Wednesday, August 11, 2010

Mostly Irrelevant

I dreamed of a journey through the darkness. Of arriving in a place with ornate buildings and elegant sculptures, at one point scrambling through an alleyway of multi-colored stones scattered around lizards that sparkled under streetlights.

I reached a circus and gasped at the force of the sound and light, masses of people gawking at the performers as they did dangerous tricks with fire and sharp objects against a backdrop of gargoyles standing guard upon various structures.

I didn't belong there so I withdrew, rushing through the alleys and streets with stumbling steps as I tried to retrace my steps. Confused in the darkness and wincing from the noise, I turned in various directions, trying to read signs and remember directions that eluded me. There were shops at some intersections and they were all closing, pulling down those walls of metal and chains or locking their glass doors to block my path. I apologized as I hurried through, desperate to make my way before it was officially too late, feeling it more difficult to breathe as panic set in.

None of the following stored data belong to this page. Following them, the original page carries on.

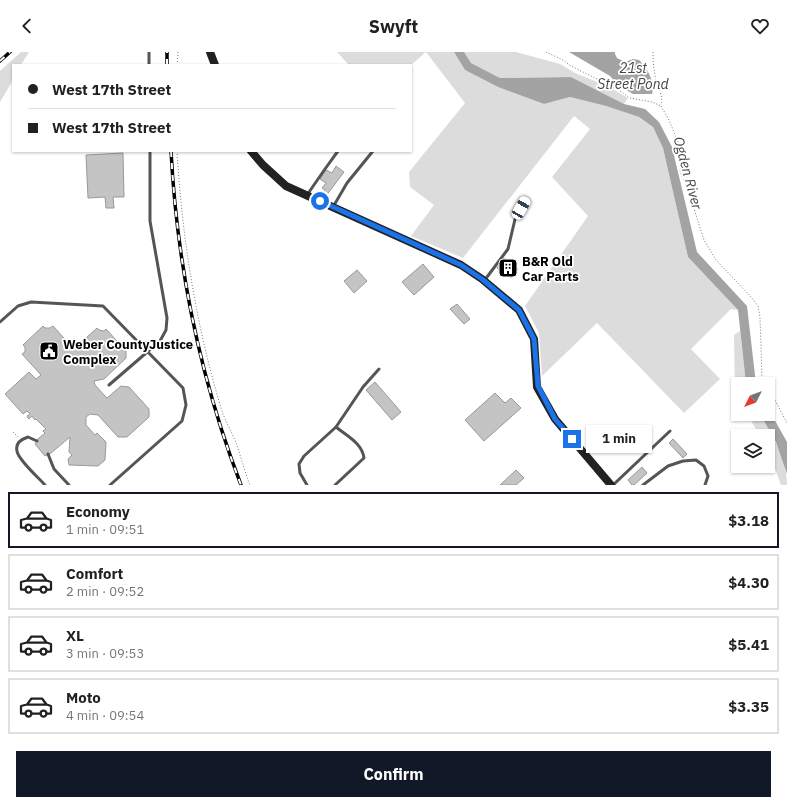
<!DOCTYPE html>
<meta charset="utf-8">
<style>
body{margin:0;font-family:"IBM Plex Sans",sans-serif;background:#f6f6f6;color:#202124;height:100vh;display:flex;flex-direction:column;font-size:15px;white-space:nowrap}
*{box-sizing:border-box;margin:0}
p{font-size:13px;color:#757577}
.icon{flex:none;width:22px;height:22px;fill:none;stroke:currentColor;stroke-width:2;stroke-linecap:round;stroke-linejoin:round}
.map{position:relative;height:433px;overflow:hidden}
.details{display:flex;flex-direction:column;background:#fff;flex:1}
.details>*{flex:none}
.hud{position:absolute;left:12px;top:12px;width:400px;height:88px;border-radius:0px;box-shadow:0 1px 3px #0004;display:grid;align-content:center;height:88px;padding:0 16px;background:#fff}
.needle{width:26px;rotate:228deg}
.buttons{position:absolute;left:731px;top:325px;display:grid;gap:8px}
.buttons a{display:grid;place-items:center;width:44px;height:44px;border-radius:0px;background:#fff;box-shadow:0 1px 3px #0004;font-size:20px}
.end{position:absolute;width:18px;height:18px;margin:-9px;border:5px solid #1a73e8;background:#fff;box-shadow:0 0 0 2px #fff}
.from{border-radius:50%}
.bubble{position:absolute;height:28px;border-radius:0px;background:#fff;box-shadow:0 1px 3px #0004;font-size:13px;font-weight:800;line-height:28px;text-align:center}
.car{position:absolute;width:12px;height:24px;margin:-12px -6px;border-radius:5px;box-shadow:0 0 3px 1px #0007;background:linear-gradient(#fff 24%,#345 0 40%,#fff 0 76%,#345 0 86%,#fff 0)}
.hud b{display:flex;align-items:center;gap:14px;height:38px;font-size:15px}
.hud b+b{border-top:1px solid #e0e0e0}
.hud i{width:10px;height:10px;background:#202124}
ul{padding:7px 0 0;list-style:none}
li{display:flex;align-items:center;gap:12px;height:56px;margin:0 8px 6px;padding:0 8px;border:2px solid #e0e0e0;border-radius:0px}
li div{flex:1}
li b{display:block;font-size:15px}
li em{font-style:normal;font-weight:800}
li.active{border-color:#111827}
li>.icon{width:36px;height:36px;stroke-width:1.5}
.primary-button{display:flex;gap:8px;margin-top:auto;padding:8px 16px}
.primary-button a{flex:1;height:46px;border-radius:0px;background:#111827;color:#fff;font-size:16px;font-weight:800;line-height:46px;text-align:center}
header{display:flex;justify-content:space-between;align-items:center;height:52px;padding:0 16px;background:#fff;font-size:18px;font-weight:800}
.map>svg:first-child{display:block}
.green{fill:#dcdcdc}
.water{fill:#a3a3a3}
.building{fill:#c4c4c4;stroke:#999}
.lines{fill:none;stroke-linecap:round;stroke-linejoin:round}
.path{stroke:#777;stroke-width:1;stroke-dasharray:1 2;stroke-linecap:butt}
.lane{stroke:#555;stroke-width:3}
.secondary{stroke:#222;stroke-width:8}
.rail-casing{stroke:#000;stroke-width:3.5}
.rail{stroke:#fff;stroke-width:2;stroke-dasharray:6;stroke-linecap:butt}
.route{stroke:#1a73e8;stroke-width:5}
.labels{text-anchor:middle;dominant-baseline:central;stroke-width:3.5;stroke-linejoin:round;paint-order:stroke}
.poi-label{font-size:13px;font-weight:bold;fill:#000;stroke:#fff;text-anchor:start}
.water-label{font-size:14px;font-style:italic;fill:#444;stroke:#fff}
</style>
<header><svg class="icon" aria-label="back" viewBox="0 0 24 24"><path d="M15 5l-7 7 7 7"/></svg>Swyft<svg class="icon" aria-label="heart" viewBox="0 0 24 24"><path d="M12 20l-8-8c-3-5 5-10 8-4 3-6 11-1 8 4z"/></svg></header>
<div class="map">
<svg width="787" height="433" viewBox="0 0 787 433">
<rect width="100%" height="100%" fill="#fff"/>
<g class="green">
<polygon points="21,0 29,0 21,13 13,13 13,28 0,50 0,19"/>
<polygon points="337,0 454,0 465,18 498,35 544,52 570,45 606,54 639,65 653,75 663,96 688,205 738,258 731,257 691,297 720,327 684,361 597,271 542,324 539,281 525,254 588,164 552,125 590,77 574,64 463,206 411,184 434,153 410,135 409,120 465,51 426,0 411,13 349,13"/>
<polygon points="464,0 516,0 560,12 575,21 607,34 628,46 624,52 571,25 500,26 471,11"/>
<polygon points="740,279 746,332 738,332 738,348 735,343 734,283"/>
<path d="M747 362H760C773 384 787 407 787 433H781L768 397V384H760Z"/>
</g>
<g class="water">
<polygon points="454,0 464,0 471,11 500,26 571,25 624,52 645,57 659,70 672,95 697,200 747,254 756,332 746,332 738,258 688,205 663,96 653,75 639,65 606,54 570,45 544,52 498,35 465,18"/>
<path d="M569 0H615V2L617 6 625 10 633 7 639 8C647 16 656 31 652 42H633L618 33 610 24Z"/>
<polygon points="768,356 787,390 787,422 776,390 760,362 768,362"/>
</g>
<g class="building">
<polygon points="123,101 124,145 113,145 114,156 106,156 105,145 88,146 86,103"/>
<polygon points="336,114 344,120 326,144 323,142 325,138 322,136 326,131 320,127 326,118 332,121"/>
<polygon points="504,206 518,217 511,226 497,216"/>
<polygon points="423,212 434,225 414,243 402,230"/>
<polygon points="357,218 367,229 354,241 344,229"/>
<polygon points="457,252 470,267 464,272 450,257"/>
<polygon points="43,274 45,276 50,276 53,274 72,295 76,295 97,276 99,278 104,279 106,277 126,299 126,306 104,327 94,329 95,333 107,346 121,334 129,335 149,357 149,365 127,385 118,385 98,363 90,362 86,365 86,373 95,383 97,381 106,390 105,408 98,414 69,413 68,407 72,403 69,400 70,385 51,401 45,404 35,392 38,387 45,381 43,379 46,377 36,367 35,368 32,364 29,367 28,366 27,364 30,362 27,359 23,362 5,342 29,320 36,327 41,323 22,302 25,300 25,295 23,293"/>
<polygon points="375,330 401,360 392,368 366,338"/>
<polygon points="495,341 505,351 511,346 521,356 484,389 465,368"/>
<polygon points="673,387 687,402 683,406 669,391"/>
<polygon points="642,415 647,421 634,433 632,433 628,428"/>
<polygon points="516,418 524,426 516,433 500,433"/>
</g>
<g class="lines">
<g class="path">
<polyline points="546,0 563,8 571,14 617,37 630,46 652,50 661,54"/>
<path d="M653 0C653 10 654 19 656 29 658 37 664 45 661 53"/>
<polyline points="177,13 178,0"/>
<polyline points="661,54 669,68 680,95 681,113 680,119 689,141 704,188 716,208 752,246 758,254 760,265 762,325 766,332"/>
<path d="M177 99C182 186 196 273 221 356 225 369 232 380 237 393 241 406 245 420 250 433"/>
<polyline points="768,335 787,371"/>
<polyline points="13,380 18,385"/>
</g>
<g class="lane">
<polyline points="149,0 149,13"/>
<polyline points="307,143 325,117 338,99"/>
<polyline points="333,155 347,131 373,99"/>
<polyline points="484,229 508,197 516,163 525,149"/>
<polyline points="0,270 18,254 31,250 103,254 183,336 186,353 182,369 110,433"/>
<polyline points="109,333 160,289 166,278 167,266 150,169 150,99"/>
<path d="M37 389 28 385C22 387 15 391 17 399 18 408 39 426 45 433"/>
<polyline points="48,402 54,417 69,433"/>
<polyline points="307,433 300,421 299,412 304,404 336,375 363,335 379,317"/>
<path d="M335 433 364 406C362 391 347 384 336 375"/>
<polyline points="613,433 670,379"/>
<polyline points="643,433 668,414 683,409 696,408 704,414 708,424 705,433"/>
</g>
<g class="secondary">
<polyline points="210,0 215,13"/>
<polyline points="251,99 263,113 286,134 461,213 482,227 519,258 534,287 537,335 555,367 611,433"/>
</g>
<defs>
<g id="rail">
<polyline points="0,9 10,0"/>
<polyline points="167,13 167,0"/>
<path d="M171 99C177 213 200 326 241 433"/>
</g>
</defs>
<use href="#rail" class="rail-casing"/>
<use href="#rail" class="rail"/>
</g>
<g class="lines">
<polyline class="route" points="320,149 461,213 482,227 519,258 534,287 538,334 555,367 572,387"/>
</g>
<defs>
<symbol id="building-square" viewBox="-11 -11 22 22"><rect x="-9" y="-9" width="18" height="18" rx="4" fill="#000" stroke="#fff"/><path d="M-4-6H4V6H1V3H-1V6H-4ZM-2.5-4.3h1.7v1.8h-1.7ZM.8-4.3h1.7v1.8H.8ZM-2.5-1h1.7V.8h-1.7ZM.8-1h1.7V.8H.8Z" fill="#fff"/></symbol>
<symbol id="civic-square" viewBox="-11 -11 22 22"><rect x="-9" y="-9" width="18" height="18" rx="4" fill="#000" stroke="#fff"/><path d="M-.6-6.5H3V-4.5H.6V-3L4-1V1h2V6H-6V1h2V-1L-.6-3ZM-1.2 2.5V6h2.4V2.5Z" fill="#fff"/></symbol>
</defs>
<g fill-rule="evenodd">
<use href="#building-square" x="497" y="205" width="22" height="22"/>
<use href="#civic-square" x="38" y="288" width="22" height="22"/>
</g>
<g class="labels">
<g class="poi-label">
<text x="522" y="209">B&amp;R Old<tspan x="522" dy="15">Car Parts</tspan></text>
<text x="63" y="292">Weber CountyJustice<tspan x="63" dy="15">Complex</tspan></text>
</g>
<g class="water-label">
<text x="633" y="16">21st<tspan x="633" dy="16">Street Pond</tspan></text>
<text transform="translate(688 121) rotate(75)">Ogden River</text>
</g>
</g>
</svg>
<div class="buttons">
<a><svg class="needle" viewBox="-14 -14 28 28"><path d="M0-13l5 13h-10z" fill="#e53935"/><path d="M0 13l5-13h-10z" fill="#757577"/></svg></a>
<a><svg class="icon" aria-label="layers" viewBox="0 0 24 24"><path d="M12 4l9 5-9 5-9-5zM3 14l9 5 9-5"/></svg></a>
</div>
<i class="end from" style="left:320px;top:149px"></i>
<i class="end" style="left:572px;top:387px"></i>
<div class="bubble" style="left:586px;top:373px;width:66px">1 min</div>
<i class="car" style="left:521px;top:156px;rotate:30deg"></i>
<div class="hud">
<b><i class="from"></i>West 17th Street</b>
<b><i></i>West 17th Street</b>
</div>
</div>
<section class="details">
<ul>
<li class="active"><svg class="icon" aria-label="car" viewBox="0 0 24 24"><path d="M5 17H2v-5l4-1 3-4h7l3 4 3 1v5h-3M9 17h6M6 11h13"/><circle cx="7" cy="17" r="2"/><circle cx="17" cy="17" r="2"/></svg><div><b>Economy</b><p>1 min · 09:51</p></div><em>$3.18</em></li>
<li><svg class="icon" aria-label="car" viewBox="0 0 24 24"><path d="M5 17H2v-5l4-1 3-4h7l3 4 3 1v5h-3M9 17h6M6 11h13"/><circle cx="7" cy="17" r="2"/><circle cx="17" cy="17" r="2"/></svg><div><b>Comfort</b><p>2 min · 09:52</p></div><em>$4.30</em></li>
<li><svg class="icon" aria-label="car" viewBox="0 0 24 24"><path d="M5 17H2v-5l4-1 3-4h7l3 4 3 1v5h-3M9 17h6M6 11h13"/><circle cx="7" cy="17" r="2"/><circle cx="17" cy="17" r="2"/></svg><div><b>XL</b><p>3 min · 09:53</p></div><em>$5.41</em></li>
<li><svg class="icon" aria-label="car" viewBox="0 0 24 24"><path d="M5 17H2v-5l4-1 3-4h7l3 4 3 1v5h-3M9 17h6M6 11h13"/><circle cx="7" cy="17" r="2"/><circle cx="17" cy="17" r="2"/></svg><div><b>Moto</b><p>4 min · 09:54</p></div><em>$3.35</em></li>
</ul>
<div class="primary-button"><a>Confirm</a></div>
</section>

I stopped when I saw him emerge from an alley I'd not noticed and blinked when he approached me. I don't remember speaking, though I wanted him to know I was lost, confused and afraid. He reached for me and pulled me to him and I rested my head on his shoulder, clinging to him as tightly as I could. I eventually loosened my grip but remained in his embrace, feeling my mind quiet as I realized I was comfortable and happy and safe.

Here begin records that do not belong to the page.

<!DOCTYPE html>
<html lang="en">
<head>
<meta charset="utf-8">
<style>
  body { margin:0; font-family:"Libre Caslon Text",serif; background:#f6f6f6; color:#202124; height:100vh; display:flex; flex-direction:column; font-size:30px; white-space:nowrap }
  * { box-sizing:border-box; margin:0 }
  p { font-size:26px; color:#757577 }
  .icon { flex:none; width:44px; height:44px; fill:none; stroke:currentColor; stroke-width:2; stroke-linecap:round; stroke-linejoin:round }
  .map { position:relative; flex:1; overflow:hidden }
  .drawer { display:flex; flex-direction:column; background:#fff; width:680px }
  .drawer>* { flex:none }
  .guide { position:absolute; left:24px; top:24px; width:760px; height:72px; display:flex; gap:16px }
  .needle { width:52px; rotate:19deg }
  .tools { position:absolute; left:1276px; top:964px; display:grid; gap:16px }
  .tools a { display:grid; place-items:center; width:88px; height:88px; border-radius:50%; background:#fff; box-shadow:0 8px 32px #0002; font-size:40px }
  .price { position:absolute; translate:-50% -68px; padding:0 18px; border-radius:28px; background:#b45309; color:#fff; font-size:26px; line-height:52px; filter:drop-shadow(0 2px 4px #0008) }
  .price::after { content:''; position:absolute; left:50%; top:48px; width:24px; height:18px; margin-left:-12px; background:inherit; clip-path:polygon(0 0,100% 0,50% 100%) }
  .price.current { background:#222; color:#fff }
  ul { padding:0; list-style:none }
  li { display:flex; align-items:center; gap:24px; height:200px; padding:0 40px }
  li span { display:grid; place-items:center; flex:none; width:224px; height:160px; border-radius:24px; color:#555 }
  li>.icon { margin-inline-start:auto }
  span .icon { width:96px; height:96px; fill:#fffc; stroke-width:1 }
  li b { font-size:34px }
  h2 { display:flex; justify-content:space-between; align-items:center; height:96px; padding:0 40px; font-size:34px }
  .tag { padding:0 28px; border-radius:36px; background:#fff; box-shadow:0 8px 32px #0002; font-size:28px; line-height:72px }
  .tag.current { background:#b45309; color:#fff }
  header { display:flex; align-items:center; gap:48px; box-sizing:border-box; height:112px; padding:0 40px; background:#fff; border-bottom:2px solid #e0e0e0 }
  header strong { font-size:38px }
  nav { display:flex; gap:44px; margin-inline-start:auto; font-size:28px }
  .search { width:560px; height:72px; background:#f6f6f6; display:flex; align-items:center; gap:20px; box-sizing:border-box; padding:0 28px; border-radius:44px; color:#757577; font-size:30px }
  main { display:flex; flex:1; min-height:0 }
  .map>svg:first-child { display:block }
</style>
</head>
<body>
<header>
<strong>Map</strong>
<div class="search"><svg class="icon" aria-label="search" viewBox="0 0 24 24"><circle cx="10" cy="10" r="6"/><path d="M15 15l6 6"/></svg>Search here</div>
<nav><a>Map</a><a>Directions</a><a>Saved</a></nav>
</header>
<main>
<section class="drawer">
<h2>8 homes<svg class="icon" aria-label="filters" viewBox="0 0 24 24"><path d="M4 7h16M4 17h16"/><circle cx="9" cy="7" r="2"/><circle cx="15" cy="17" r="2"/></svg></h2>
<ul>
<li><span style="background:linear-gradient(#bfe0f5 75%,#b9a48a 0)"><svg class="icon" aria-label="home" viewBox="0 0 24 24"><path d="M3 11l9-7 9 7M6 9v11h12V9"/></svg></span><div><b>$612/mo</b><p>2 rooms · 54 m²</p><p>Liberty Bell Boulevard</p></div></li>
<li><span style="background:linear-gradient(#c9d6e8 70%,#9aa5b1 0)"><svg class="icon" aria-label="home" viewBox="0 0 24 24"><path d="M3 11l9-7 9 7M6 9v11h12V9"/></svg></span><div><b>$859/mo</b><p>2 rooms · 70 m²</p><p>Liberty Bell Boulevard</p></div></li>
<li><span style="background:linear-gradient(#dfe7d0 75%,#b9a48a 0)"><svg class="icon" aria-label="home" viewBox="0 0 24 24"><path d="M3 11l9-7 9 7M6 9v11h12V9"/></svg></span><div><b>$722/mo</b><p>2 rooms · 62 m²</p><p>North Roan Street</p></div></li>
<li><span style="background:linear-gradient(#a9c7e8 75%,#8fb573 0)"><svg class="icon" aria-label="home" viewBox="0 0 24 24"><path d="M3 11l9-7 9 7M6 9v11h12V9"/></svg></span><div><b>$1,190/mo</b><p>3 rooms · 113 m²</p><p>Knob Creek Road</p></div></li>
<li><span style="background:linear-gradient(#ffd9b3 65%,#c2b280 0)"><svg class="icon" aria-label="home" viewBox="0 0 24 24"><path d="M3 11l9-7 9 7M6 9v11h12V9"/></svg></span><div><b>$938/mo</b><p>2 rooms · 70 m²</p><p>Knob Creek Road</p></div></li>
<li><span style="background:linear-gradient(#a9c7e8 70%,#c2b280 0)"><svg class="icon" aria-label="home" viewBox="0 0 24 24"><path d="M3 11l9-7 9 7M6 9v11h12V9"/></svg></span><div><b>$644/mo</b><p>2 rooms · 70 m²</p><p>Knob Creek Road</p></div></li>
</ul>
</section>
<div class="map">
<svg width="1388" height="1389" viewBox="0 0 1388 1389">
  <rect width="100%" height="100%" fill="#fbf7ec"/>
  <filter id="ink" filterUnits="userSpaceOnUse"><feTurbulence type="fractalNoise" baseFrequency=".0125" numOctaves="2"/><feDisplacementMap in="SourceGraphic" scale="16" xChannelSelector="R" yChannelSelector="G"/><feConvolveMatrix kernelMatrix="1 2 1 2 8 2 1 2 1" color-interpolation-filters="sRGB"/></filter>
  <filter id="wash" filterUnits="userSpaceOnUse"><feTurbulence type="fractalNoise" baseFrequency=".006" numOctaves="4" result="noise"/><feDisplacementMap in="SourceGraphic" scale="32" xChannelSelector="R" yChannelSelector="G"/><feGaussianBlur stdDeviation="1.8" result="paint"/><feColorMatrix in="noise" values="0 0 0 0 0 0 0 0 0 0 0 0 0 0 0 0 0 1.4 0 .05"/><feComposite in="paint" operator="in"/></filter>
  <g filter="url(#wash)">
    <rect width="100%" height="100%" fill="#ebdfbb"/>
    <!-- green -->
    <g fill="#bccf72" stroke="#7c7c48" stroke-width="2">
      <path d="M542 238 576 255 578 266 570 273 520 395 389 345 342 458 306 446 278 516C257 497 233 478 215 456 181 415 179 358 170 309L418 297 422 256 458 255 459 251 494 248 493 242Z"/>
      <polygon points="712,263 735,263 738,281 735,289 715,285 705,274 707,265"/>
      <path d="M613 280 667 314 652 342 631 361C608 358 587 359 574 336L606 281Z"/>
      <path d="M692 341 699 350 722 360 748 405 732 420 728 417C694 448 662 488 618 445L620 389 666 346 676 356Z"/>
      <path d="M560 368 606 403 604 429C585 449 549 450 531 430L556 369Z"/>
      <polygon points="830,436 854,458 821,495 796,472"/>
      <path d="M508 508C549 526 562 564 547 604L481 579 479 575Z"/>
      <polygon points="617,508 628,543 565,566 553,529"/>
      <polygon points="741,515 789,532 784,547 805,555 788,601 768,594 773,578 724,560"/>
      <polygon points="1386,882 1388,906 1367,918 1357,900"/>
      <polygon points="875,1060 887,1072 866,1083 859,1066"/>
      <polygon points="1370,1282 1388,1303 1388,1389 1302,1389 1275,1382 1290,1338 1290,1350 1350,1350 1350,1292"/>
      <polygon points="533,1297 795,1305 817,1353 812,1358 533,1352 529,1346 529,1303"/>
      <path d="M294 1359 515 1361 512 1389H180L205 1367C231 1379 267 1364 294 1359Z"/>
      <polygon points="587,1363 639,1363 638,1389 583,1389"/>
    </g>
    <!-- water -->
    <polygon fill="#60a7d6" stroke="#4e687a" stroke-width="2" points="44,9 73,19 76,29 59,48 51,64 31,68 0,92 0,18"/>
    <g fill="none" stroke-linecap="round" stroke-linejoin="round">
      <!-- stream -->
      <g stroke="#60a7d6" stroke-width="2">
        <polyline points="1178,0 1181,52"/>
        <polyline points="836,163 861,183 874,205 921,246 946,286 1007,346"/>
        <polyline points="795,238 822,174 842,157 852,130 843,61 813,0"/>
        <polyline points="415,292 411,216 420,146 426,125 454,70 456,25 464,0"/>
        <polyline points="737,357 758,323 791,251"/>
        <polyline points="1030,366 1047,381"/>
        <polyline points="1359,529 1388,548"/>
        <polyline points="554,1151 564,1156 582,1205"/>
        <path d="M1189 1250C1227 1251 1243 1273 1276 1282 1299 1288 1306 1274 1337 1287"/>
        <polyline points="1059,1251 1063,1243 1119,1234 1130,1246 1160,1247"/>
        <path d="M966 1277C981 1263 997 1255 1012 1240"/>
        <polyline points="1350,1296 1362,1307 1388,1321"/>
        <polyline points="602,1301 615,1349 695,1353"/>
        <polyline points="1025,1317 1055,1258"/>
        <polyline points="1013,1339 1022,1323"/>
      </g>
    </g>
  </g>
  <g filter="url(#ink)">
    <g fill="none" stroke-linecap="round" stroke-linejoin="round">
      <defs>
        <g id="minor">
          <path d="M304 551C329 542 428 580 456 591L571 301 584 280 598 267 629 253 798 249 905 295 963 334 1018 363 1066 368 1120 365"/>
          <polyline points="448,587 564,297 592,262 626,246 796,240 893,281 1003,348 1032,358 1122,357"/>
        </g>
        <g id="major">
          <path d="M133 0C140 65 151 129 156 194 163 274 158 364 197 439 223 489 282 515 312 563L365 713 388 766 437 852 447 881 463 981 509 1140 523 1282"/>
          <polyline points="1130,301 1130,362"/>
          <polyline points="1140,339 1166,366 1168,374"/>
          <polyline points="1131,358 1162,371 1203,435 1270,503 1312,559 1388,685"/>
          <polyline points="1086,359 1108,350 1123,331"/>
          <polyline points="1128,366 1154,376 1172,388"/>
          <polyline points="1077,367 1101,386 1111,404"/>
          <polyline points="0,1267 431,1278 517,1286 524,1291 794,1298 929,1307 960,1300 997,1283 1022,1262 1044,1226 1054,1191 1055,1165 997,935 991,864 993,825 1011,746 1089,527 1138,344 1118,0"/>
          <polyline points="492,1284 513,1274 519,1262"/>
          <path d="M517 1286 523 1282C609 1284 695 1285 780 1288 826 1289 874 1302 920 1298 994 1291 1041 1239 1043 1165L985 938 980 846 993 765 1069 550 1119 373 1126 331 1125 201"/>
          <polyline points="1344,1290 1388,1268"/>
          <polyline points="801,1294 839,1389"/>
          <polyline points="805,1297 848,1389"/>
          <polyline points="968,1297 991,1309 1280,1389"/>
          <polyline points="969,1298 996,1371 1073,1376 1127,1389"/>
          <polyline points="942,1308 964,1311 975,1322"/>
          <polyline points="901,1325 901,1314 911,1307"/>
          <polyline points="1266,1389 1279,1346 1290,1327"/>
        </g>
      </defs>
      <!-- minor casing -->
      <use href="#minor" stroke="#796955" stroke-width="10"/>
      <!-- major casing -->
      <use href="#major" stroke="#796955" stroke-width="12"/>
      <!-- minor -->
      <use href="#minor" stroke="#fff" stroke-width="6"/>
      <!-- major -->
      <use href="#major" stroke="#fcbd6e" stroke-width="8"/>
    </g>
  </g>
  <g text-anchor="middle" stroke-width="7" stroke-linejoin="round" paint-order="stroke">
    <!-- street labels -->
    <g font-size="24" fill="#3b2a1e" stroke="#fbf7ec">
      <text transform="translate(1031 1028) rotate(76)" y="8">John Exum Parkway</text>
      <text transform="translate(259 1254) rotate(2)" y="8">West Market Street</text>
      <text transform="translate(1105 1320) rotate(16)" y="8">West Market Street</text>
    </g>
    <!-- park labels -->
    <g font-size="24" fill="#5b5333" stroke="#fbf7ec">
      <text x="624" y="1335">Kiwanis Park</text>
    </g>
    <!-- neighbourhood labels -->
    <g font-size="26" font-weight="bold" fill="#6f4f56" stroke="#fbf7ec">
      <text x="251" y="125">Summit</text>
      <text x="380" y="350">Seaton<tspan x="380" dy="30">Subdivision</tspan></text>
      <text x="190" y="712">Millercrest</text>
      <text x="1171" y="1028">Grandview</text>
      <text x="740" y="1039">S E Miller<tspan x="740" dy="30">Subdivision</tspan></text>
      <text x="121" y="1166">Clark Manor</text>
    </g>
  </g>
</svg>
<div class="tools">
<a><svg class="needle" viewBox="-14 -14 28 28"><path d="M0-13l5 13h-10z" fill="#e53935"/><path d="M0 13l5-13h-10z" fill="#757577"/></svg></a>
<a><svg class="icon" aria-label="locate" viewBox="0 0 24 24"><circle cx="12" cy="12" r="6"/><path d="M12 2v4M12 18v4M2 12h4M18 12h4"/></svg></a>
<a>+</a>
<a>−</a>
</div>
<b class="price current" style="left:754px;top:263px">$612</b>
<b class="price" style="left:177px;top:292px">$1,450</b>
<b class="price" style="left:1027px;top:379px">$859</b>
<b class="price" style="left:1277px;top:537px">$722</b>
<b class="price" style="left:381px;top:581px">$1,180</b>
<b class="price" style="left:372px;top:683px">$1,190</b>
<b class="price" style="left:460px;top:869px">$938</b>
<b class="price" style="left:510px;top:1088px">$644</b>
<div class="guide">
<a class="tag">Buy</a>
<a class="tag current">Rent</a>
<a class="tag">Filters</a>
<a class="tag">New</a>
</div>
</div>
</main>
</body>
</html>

The memory of him dissipated as I woke and climbed out of bed and I struggled to bring him back into focus while brushing my teeth. He was wearing a t-shirt and jeans, I recalled as I walked Chienne, and he understood what I needed and offered it without question. I smiled wistfully before heading toward home and getting ready for work.

The job distracts me and I consider it a blessing. I work and worry, argue and annoy, and it takes precious time and energy. I laugh with people I sincerely enjoy and think about topics I find both fascinating and relevant.

And I forget, during the day, that I am - on a personal level - lost and confused and afraid in this stunning world in which we live. I do have this lingering fear that time is limited - that if I don't find my way soon, it won't be found. And though I know it sounds terribly melodramatic, I'll forgive myself since my brain only focuses on that part while I sleep. And it finds - somehow - a way to find some sense of peace before I wake.